Although there is a whole gamut of what one could point out as being "wrong" with Cisco, the perceived threat that surrounds software-defined networks, or SDN, caps it all. Cisco is the dominant force in networking hardware, and many of its customers are locked in for many years due to the company's proprietary products. Cisco integrates embedded software in its networking hardware. SDN, on the other hand, makes it possible for companies to purchase commodity hardware, then install third-party software. This effectively cuts out Cisco from the supply chain. Google is already trying to give Cisco a scare by ordering its switches directly from Asia.
A recent article by Barron's examined the threat of SDN to Cisco, and noted that the technology is still in its early stages. According to Barron's, there won't be any meaningful adoption of SDN with adequate potential to shuffle the decks for networking hardware companies such as Cisco until 2017.
Cisco has not just been sitting on its derriere and cursing its luck. The company recently unveiled a line of hybrid switches it has dubbed "Insieme," which allow customers to try out SDN while still maintaining the need for Cisco's proprietary products.
According to Barron's, as many as 20% of Cisco's customers might eventually consider trying out hybrid switches. Cisco says that Insieme switches ''are 27% less expensive'' over the long run than other commodity hardware, and cites strong sales of the new switches to buttress its point.
Pessimism surrounding the weakness Cisco is experiencing in emerging markets is also probably overdone since the majority of the company's income comes from the American market.
Business model transitions
Cisco is currently in the throes of drastic business model transitions and product cycle transitions under the tutelage of CEO John Chambers. The networking equipment maker has been struggling to find a regular cadence of revenue as it continues to evolve its product portfolio.

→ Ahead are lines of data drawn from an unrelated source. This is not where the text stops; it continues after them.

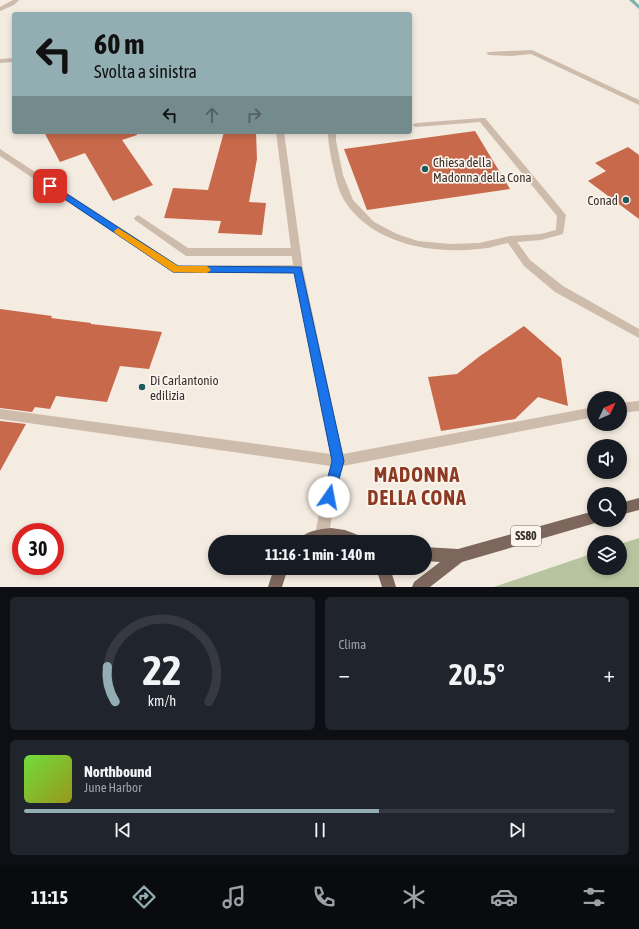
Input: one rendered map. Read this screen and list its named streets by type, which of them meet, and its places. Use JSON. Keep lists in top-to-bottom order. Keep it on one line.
{"streets":{"main road":["SS80"]},"districts":["MADONNA DELLA CONA"],"places":["Chiesa della Madonna della Cona","Conad","Di Carlantonio edilizia"],"north":"top right","page":{"turn":["60 m","Svolta a sinistra"],"limit":"30","trip":"11:16 · 1 min · 140 m","tile":"Clima","heat":["−","20.5°","+"],"song":["Northbound","June Harbor"],"tabs":"11:15","gauge":["22","km/h"]}}
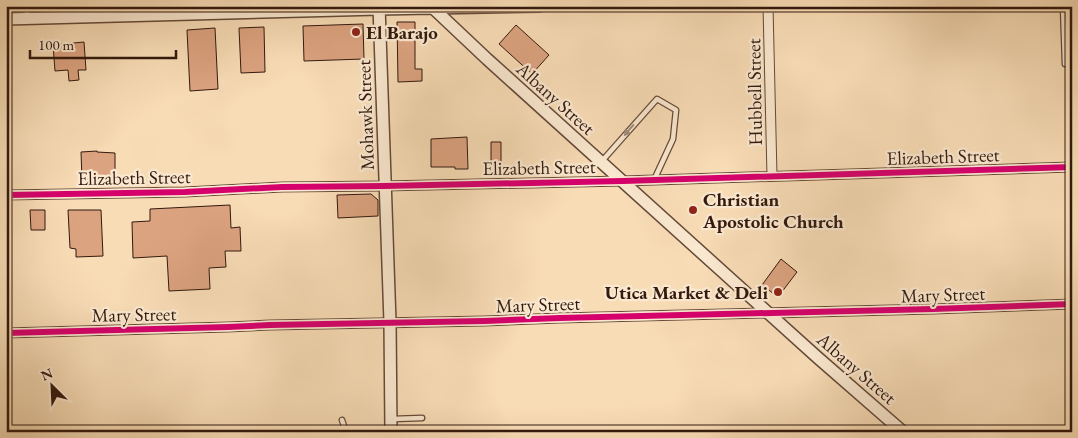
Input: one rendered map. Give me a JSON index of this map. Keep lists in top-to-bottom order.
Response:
{
  "streets": {
    "street": [
      "Hubbell Street",
      "Albany Street",
      "Mohawk Street",
      "Elizabeth Street",
      "Mary Street"
    ]
  },
  "crossings": [
    ["Hubbell Street", "Elizabeth Street"],
    ["Albany Street", "Elizabeth Street"],
    ["Albany Street", "Mary Street"],
    ["Mohawk Street", "Elizabeth Street"],
    ["Mohawk Street", "Mary Street"]
  ],
  "places": ["El Barajo", "Christian Apostolic Church", "Utica Market & Deli"],
  "scale_bar": "100 m",
  "north": "top left"
}
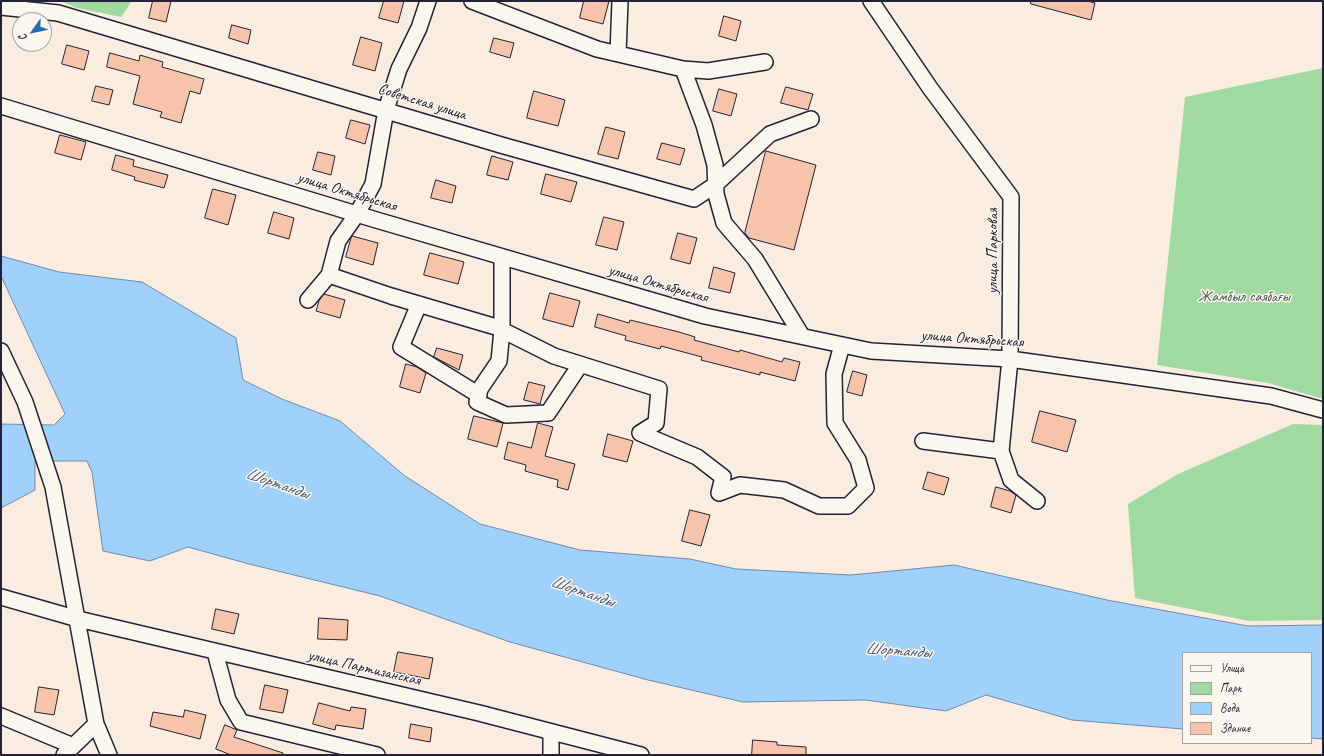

Cisco has been withdrawing from the low-margin set-top box hardware business. It is also remodeling its service provider video business to a recurring revenue model that is built around NDS' cloud computing platform. The company acquired NDS in 2012.
Cisco's shift from set-top boxes comes with huge benefits, since the industry is almost fully commoditized, which significantly elevates the risk of obsolescence. NDS' super-high gross margins trump Cisco's core business by a mile. Additionally, NDS has signed multi-year agreements with various players that provide excellent future revenue visibility.
Investors tend to overlook the fact that Cisco has recorded considerable success in the blade server market, despite being a relatively new entrant. Since its entry into this market barely five years ago, Cisco has gained so much traction that it's now the second largest player in the x86 blade server market, with a 19% slice of the global market and a 28% share of the U.S. market.
Cisco is also very keen on monetizing the still-nascent Internet of Things, or IoT, and unveiled its own IoT router last September. Chief executive John Chambers estimates that the IoT will grow into a $14 trillion industry by 2020.
Peers in comparison
Microsoft has managed to shake off its image as a company well past its prime, and is showing serious intent on unseating Apple and its iOS platform with its own Windows Phone platform to become the second most popular mobile OS after Google's Android OS.
Foolish bottom line
Cisco has been unfairly crucified by investors, perhaps because they hold the company to such high standards. The company's business remodeling and its foray into the Internet of Things may very well be the secret ingredient that might completely turn around its fortunes.